The rich man checked the hermit was right behind him and leaned back and he was caught.
“Good. Let’s do it again. But this time stand further away and don’t look back. I promise I’ll catch you.”
The rich man stood for a time wondering if he should lean back. What if…? The hermit had been honest until now. Why should he change his character at this late stage? He would risk it. He leaned back…. no-one there…. fear momentarily took him…. but then the hermit’s hands caught him safely.
“I promised I would catch you. Let’s do it again at the same distance.” The rich man found it easier to relax this time and was duly caught. “One last time, sir,” said the hermit. “You will fall a long way, but I promise I will catch you and nothing will happen to you.”
The rich man decided in that moment to put his life in the hermit’s hands, believing him to be absolutely trustworthy. He fell a long way but at the last was safely caught. “Why did I show you this?” the hermit asked.
The rich man thought for a moment. “To show me that Yahweh can be trusted with my life.
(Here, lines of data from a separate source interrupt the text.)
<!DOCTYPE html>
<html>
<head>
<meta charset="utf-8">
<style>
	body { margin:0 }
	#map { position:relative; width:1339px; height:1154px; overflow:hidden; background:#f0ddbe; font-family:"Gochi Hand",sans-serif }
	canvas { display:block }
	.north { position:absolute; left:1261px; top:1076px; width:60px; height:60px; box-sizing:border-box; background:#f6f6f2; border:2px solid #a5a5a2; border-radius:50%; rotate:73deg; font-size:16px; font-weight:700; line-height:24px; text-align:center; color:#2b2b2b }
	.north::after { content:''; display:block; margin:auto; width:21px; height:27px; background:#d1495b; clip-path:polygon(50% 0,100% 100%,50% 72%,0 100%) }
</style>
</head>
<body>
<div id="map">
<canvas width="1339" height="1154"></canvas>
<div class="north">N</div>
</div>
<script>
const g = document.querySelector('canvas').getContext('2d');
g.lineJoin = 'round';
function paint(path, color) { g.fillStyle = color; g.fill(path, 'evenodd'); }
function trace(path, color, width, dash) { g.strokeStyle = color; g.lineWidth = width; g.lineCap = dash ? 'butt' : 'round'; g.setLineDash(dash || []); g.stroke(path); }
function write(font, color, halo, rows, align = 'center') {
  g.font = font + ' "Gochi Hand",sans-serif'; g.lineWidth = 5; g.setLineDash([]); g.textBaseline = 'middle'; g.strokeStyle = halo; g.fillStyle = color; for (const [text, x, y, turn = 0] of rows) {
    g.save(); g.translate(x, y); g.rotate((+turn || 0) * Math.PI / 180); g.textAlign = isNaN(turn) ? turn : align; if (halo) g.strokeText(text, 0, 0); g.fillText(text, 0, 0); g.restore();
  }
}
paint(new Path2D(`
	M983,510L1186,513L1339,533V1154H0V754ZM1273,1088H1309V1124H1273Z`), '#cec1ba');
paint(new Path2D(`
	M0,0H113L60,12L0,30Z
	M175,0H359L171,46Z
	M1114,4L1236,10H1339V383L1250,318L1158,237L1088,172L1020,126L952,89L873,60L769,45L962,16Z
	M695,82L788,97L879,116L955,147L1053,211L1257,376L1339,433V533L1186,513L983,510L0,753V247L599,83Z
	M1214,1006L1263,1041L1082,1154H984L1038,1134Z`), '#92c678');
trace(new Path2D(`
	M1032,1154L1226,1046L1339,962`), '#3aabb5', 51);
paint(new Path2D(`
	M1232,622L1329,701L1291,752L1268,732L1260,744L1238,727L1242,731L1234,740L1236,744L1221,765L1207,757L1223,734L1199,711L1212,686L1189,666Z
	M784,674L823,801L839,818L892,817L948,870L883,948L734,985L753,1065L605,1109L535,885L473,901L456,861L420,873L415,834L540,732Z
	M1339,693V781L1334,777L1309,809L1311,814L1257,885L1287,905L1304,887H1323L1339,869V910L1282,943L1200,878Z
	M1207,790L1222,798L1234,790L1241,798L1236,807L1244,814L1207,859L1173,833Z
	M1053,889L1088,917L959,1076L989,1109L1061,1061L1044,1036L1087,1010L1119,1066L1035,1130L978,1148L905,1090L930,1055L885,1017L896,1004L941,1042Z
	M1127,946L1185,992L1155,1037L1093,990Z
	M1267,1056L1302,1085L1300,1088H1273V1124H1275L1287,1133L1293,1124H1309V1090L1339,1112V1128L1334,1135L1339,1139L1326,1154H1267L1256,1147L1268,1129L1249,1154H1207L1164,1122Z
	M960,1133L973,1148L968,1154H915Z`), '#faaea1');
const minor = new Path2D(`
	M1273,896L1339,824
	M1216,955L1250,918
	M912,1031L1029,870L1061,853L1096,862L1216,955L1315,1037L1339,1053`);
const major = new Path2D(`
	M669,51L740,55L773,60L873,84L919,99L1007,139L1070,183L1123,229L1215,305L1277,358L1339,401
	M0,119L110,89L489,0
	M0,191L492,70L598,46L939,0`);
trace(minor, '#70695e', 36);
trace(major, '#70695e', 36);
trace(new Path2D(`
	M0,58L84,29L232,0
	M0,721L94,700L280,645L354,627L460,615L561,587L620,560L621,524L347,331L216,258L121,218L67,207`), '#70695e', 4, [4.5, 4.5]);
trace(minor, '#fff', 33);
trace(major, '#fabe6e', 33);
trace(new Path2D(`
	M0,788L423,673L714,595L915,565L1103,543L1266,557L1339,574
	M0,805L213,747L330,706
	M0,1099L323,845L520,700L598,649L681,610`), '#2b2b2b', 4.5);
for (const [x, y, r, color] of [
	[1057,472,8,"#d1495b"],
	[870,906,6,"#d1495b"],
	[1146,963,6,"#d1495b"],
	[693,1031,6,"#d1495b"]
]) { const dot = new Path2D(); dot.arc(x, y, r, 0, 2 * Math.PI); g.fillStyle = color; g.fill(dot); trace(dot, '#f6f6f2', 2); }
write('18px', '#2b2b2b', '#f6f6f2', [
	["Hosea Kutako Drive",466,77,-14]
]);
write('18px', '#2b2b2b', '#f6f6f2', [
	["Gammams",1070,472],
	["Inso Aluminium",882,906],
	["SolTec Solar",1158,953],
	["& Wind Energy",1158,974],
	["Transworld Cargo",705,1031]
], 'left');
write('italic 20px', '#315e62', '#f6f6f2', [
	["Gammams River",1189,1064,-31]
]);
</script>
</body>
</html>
Yes, I see it. But if I do repent and trust Yahweh, how will I know he is with me?”
“You will ask him and he will send you his indwelling Spirit. When Jesus went back to Paradise after his death and resurrection, he sent the Holy Spirit so he could live inside us. You will know when the Spirit comes because he will give you assurance of himself.”
“Then I believe I am ready.” The hermit asked the rich man to kneel beside him. He asked the rich man to talk to Yahweh and to confess his sins and decide to turn from them, all of them. As he finished, the rich man concluded, “Lord Jesus, I give you my life. I trust you today and forever, to lead me and protect me. To refine me and purify me. Please give me your Holy Spirit to live inside me.”
The hermit put his hands on the rich man’s shoulder and agreed in prayer to Yahweh.There was a long period of silence during which the hermit noticed the rich man was weeping.
When the rich man finally stood up, he looked down at the sea and said, “I want to go into the water, fully clothed. Will you stand with me there and pray for me.” The hermit followed the rich man down to the sea and stood beside him as the rich man submerged himself momentarily. Coming up out of the water, he looked up to Paradise, raised both hands and said loudly: “Yahweh! My God! My Redeemer! My Shepherd!"
At that moment something beautiful appeared and fluttered down from above him and covered and filled the rich man with a glorious drenching joy. His face became radiant and he praised Yahweh even more. The hermit’s spirit was overflowing with the same joy, rejoicing to see the birth of a new man beside him.
Some weeks later, the rich man returned to see the hermit and to thank him for introducing him to Yahweh. His life had been totally transformed. He had given almost everything he owned to his wife and children who were surprised at his sudden generosity and grace towards them.
The rich man had bought a small seaside cottage not far from where the hermit lived so he could enjoy their friendship as often as possible. He had also bought a few other seaside cottages to give away to others in the future who would come to trust Yahweh. The hermit showed the rich man how to harvest good crops and the best fishing spots.
Over time, the cottage community grew as others came to receive Yahweh’s Spirit. Wonderfully, in time, even the rich man’s wife and children were changed and joined him in their humble cottage.
Then one day, Jesus appeared to the rich man as he was harvesting some beans in their garden and said, “My friend, it’s time. Paradise is just through here. Let me take you there. I’ll come back for your family soon” And arm in arm, Jesus and his friend joyfully walked into Paradise.